On appeal from the order denying his P.C.R.A. petition, appellant continues to assert that his guilty plea counsel was ineffective for advising him to enter a plea of guilty when there was no factual basis shown for the offense of aggravated assault. Specifically, appellant contends that, during the guilty plea colloquy, he denied any intent to cause serious bodily injury to a police officer, an intent which is essential to the crime of aggravated assault. He also contends that the averments relied upon by the Commonwealth to establish a factual basis for the pleas were insufficient to establish any intent on appellant's part to cause serious bodily injury to the *217 police officer. Under these circumstances, appellant argues, the trial court should not have accepted his pleas of guilty, and his counsel was ineffective for advising him to plead guilty to the charge of aggravated assault.
The standard for evaluating claims of ineffective assistance of counsel has been stated by the Pennsylvania Supreme Court in the following manner:
The threshold inquiry in such claims is whether the issue/argument/tactic which counsel has foregone and which forms the basis for the assertion of ineffectiveness is of arguable merit; for counsel cannot be considered ineffective for failing to assert a meritless claim. Commonwealth v. Pursell, 508 Pa. 212, 495 A.2d 183 (1985). If this threshold is met, it must next be established that the particular course chosen by counsel had no reasonable basis designed to effectuate his client's interests. Commonwealth ex rel. Washington v. Maroney, 427 Pa. 599, 235 A.2d 349 (1967). Finally, we require that the defendant establish how counsel's commission or omission prejudiced him. Commonwealth v. Pierce, 515 Pa. 153, 527 A.2d 973 (1987).
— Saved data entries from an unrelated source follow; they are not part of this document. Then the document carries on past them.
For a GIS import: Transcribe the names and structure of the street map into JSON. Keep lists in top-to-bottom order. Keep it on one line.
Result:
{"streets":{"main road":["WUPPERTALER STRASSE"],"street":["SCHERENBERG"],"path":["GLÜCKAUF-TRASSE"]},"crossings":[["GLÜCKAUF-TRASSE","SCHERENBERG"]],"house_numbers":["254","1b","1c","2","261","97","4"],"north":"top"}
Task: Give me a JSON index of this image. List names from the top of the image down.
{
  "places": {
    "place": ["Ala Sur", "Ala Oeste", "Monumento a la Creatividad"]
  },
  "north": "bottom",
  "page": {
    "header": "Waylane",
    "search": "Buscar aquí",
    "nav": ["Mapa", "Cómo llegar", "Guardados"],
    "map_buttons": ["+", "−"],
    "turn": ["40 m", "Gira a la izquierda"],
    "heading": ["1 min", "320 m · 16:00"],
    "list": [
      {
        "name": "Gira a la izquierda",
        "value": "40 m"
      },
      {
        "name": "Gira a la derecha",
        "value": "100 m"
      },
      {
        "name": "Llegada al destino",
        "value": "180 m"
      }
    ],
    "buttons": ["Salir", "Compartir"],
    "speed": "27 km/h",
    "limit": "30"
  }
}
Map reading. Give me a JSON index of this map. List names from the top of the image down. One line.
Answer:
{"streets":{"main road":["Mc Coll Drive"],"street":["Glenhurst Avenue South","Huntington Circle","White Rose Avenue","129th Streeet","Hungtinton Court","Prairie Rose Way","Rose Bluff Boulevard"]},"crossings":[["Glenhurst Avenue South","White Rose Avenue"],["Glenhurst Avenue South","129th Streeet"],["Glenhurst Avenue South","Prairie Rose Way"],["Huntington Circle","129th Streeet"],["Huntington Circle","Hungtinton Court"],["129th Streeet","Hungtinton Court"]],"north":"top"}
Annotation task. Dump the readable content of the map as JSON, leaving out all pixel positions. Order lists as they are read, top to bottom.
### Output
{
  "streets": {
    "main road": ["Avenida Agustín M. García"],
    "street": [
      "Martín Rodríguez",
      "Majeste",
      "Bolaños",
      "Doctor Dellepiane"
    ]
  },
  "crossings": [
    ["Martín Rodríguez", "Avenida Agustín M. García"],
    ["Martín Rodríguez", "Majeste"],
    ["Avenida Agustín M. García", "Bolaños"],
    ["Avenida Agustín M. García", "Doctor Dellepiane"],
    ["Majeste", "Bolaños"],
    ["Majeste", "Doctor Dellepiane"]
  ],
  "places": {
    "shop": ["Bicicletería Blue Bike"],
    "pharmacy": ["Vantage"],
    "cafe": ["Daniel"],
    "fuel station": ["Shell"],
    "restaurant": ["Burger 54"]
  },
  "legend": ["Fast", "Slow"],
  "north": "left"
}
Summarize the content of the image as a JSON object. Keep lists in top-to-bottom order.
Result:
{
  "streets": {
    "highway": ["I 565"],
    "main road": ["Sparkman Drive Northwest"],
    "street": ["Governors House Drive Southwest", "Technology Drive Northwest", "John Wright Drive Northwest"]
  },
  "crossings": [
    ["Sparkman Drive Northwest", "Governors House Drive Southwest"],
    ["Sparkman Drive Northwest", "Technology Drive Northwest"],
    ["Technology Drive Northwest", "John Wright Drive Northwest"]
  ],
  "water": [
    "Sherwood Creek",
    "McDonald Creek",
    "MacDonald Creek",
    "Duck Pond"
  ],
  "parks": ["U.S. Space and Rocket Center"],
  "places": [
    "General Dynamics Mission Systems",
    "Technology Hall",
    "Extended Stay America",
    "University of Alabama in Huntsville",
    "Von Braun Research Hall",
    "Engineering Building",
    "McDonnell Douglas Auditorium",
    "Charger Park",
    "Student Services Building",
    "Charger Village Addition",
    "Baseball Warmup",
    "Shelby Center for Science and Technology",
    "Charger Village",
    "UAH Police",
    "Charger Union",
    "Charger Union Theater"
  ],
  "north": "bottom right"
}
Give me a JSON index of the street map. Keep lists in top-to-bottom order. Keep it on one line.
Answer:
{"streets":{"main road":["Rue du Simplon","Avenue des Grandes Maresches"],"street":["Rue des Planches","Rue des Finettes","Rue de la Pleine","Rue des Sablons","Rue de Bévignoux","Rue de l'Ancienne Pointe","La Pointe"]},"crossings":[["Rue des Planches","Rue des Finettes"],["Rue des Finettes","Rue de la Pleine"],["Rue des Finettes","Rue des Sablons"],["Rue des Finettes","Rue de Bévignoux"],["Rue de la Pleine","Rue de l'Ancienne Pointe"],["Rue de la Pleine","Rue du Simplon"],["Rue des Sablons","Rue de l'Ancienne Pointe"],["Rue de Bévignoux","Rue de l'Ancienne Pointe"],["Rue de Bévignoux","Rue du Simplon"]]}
Commonwealth v. Durst, 522 Pa. 2, 4-5, 559 A.2d 504, 505 (1989). Under the Post Conviction Relief Act, "a petitioner must not only establish ineffective assistance of counsel, [but] must also establish that the ineffectiveness was of a type `which in the circumstances of the particular case, so undermined the truth determining process that no reliable adjudication of guilt or innocence could have taken place.'" Commonwealth v. Thomas, 396 Pa.Super. 92, 98, 578 A.2d 422, 425 (1990), quoting 42 Pa.C.S. § 9543(a)(2)(ii). Where an allegation of ineffective assistance of counsel is made in connection with the entry of a plea of guilty, such allegation "will serve as a basis for relief only if the ineffectiveness caused appellant to enter an involuntary or unknowing plea." Commonwealth v. Chumley, 482 Pa. 626, 641, 394 A.2d 497, 504 (1978), cert. denied, 440 U.S. 966, 99 S. Ct. 1515, 59 L. Ed. 2d 781 (1979). A similar standard is applicable to all post-sentence attempts to withdraw a guilty plea, where the defendant must demonstrate a manifest injustice by showing that his plea was *218 involuntary or was entered without knowledge of the charges. See: Commonwealth v. McClendon, 403 Pa.Super. 467, 469-470, 589 A.2d 706, 707 (1991) (en banc).
"It is a long established principle of constitutional due process that the decision to plead guilty must be personally and voluntarily made by the accused." Commonwealth v. Hines, 496 Pa. 555, 559, 437 A.2d 1180, 1182 (1981). As such,
Pennsylvania has constructed its guilty plea procedures in a way designed to guarantee assurance that guilty pleas are voluntarily and understandingly tendered. See: Pa. R.Crim.P. 319 and comment thereon. The entry of a guilty plea is a protracted and comprehensive proceeding wherein the court is obliged to make a specific determination after extensive colloquy on the record that a plea is voluntarily and understandingly tendered.
Commonwealth v. Cole, 387 Pa.Super. 328, 335-336, 564 A.2d 203, 206 (1989) (en banc). The Pennsylvania Supreme Court has explained:
Pa.R.Crim.P. 319 requires that a guilty plea be offered in open court, and sets a procedure to determine voluntariness and whether the defendant is acting knowingly and intelligently. As noted in the comment to Rule 319, the minimum to be determined is:
(1) Does the defendant understand the nature of the charges to which he is pleading guilty?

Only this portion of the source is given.